# [Assigned task]
The listing below should be printed exactly, every line of it. Skip the pictures.

# [Recorded data]
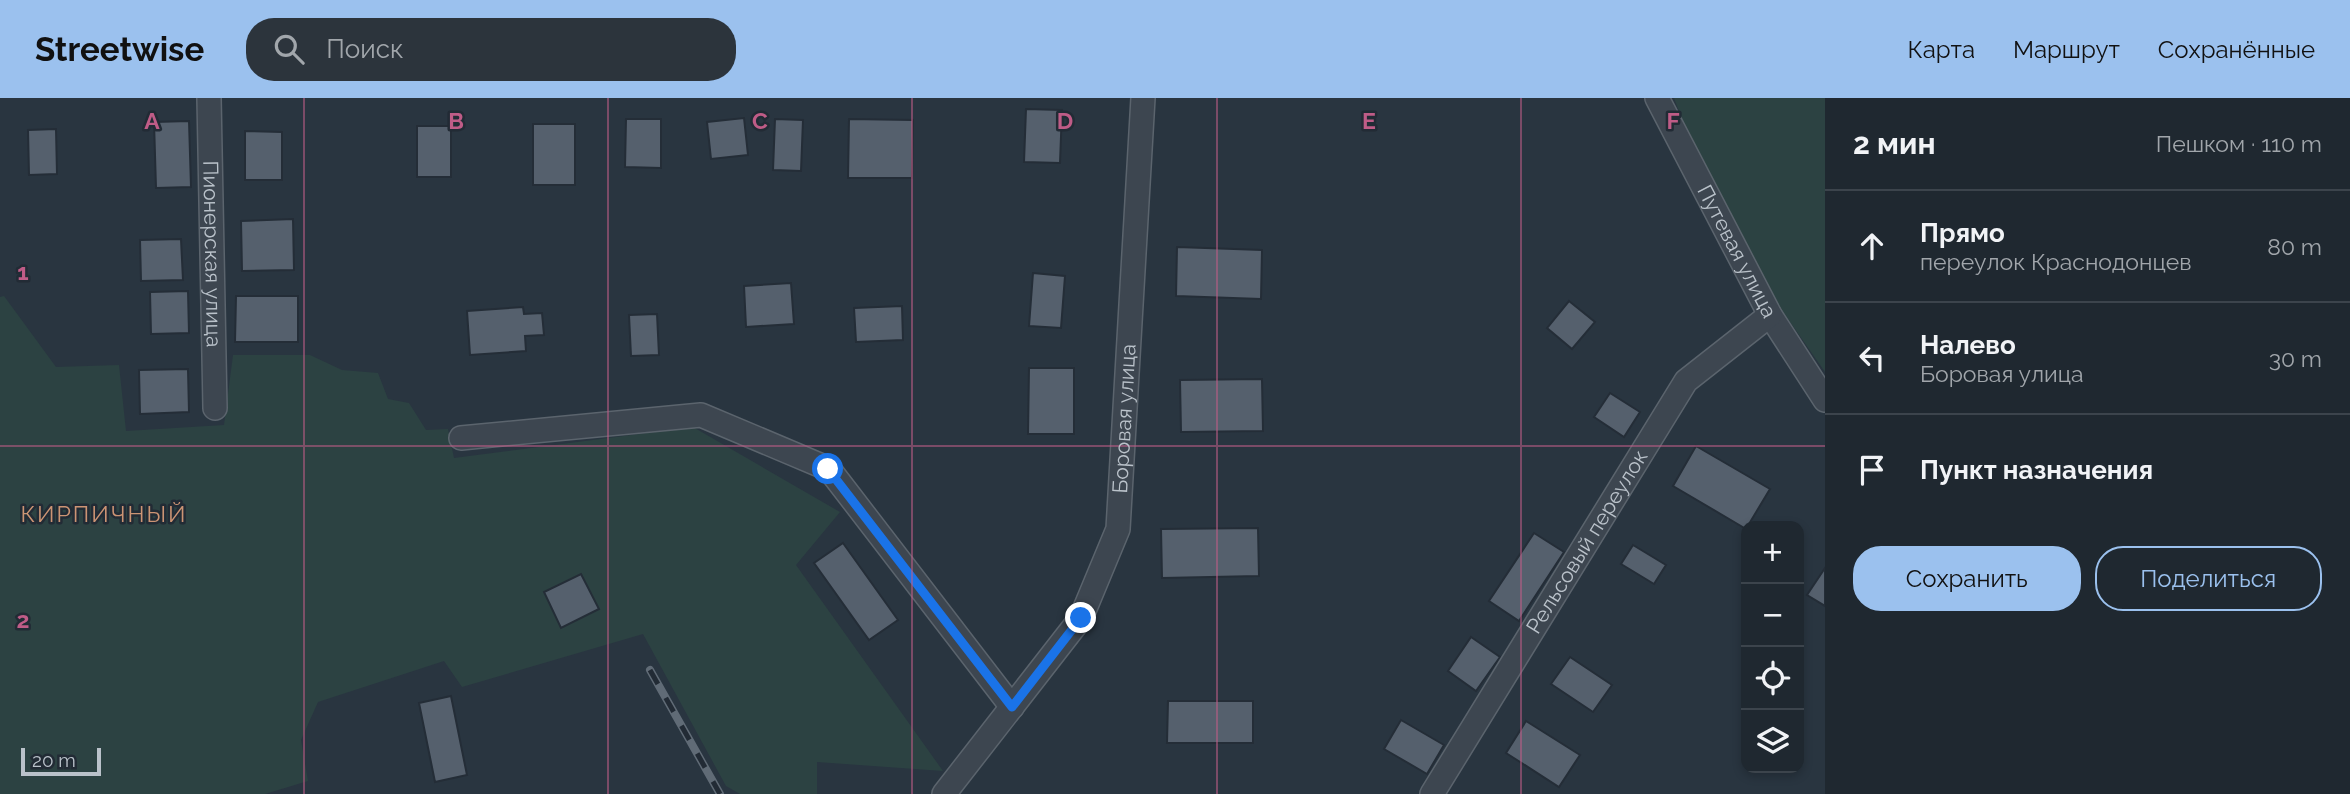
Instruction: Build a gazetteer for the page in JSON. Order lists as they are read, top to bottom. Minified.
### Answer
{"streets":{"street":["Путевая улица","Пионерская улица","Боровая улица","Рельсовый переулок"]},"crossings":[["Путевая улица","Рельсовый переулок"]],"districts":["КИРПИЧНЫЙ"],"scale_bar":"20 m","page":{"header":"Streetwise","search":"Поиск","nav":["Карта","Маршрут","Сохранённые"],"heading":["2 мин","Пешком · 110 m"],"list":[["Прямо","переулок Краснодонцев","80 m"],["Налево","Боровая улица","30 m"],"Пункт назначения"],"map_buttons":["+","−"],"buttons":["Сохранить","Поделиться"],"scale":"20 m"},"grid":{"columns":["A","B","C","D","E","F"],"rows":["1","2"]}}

# [Finished exercise]
Instruction: Build a gazetteer for the page in JSON. Order lists as they are read, top to bottom. Minified.
### Answer
{"streets":{"street":["Путевая улица","Пионерская улица","Боровая улица","Рельсовый переулок"]},"crossings":[["Путевая улица","Рельсовый переулок"]],"districts":["КИРПИЧНЫЙ"],"scale_bar":"20 m","page":{"header":"Streetwise","search":"Поиск","nav":["Карта","Маршрут","Сохранённые"],"heading":["2 мин","Пешком · 110 m"],"list":[["Прямо","переулок Краснодонцев","80 m"],["Налево","Боровая улица","30 m"],"Пункт назначения"],"map_buttons":["+","−"],"buttons":["Сохранить","Поделиться"],"scale":"20 m"},"grid":{"columns":["A","B","C","D","E","F"],"rows":["1","2"]}}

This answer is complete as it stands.